**Collected data**
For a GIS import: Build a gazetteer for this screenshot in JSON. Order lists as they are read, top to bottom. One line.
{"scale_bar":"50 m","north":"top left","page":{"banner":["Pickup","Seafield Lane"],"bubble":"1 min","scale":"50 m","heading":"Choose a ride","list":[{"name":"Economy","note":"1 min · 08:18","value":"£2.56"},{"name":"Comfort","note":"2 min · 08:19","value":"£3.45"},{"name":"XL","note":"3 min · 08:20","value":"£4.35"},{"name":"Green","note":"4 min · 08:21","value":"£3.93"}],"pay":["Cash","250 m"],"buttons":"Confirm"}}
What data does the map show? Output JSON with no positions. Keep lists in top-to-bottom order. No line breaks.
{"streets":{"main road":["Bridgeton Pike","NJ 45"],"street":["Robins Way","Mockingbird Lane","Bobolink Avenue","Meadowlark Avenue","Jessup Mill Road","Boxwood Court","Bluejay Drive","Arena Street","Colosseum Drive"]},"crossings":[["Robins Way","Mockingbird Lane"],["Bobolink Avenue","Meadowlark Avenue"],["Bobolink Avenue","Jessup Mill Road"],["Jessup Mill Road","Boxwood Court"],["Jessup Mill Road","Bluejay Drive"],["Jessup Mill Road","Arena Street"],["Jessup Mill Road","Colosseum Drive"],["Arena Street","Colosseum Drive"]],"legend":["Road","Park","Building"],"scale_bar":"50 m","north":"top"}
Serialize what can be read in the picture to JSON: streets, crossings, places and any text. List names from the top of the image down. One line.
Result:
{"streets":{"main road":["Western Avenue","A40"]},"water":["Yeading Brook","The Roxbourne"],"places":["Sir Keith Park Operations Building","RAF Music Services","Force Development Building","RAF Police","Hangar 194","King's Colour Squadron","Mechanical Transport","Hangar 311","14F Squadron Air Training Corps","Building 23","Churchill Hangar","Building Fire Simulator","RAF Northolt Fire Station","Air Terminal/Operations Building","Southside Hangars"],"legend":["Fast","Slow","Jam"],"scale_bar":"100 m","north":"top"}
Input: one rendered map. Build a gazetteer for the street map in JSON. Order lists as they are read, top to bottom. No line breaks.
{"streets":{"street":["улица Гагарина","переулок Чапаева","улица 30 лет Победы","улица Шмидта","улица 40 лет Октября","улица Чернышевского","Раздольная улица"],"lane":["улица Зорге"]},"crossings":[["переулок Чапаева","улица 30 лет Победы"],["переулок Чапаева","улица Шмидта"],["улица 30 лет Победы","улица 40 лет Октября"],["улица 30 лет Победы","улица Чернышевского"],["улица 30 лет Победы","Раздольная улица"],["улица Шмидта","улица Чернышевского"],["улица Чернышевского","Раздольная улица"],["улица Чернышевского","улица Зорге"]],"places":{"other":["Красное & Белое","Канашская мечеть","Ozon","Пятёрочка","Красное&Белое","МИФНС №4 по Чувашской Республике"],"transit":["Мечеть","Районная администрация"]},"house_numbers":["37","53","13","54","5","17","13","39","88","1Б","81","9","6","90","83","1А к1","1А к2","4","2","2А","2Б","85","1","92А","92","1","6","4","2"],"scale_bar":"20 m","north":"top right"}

**Prompt**
Nothing but the lines from the one holding "Serialize what can" to the end of the entries should be output, each exactly as it appears.

**Exercise answer**
Serialize what can be read in the picture to JSON: streets, crossings, places and any text. List names from the top of the image down. One line.
Result:
{"streets":{"main road":["Western Avenue","A40"]},"water":["Yeading Brook","The Roxbourne"],"places":["Sir Keith Park Operations Building","RAF Music Services","Force Development Building","RAF Police","Hangar 194","King's Colour Squadron","Mechanical Transport","Hangar 311","14F Squadron Air Training Corps","Building 23","Churchill Hangar","Building Fire Simulator","RAF Northolt Fire Station","Air Terminal/Operations Building","Southside Hangars"],"legend":["Fast","Slow","Jam"],"scale_bar":"100 m","north":"top"}
Input: one rendered map. Build a gazetteer for the street map in JSON. Order lists as they are read, top to bottom. No line breaks.
{"streets":{"street":["улица Гагарина","переулок Чапаева","улица 30 лет Победы","улица Шмидта","улица 40 лет Октября","улица Чернышевского","Раздольная улица"],"lane":["улица Зорге"]},"crossings":[["переулок Чапаева","улица 30 лет Победы"],["переулок Чапаева","улица Шмидта"],["улица 30 лет Победы","улица 40 лет Октября"],["улица 30 лет Победы","улица Чернышевского"],["улица 30 лет Победы","Раздольная улица"],["улица Шмидта","улица Чернышевского"],["улица Чернышевского","Раздольная улица"],["улица Чернышевского","улица Зорге"]],"places":{"other":["Красное & Белое","Канашская мечеть","Ozon","Пятёрочка","Красное&Белое","МИФНС №4 по Чувашской Республике"],"transit":["Мечеть","Районная администрация"]},"house_numbers":["37","53","13","54","5","17","13","39","88","1Б","81","9","6","90","83","1А к1","1А к2","4","2","2А","2Б","85","1","92А","92","1","6","4","2"],"scale_bar":"20 m","north":"top right"}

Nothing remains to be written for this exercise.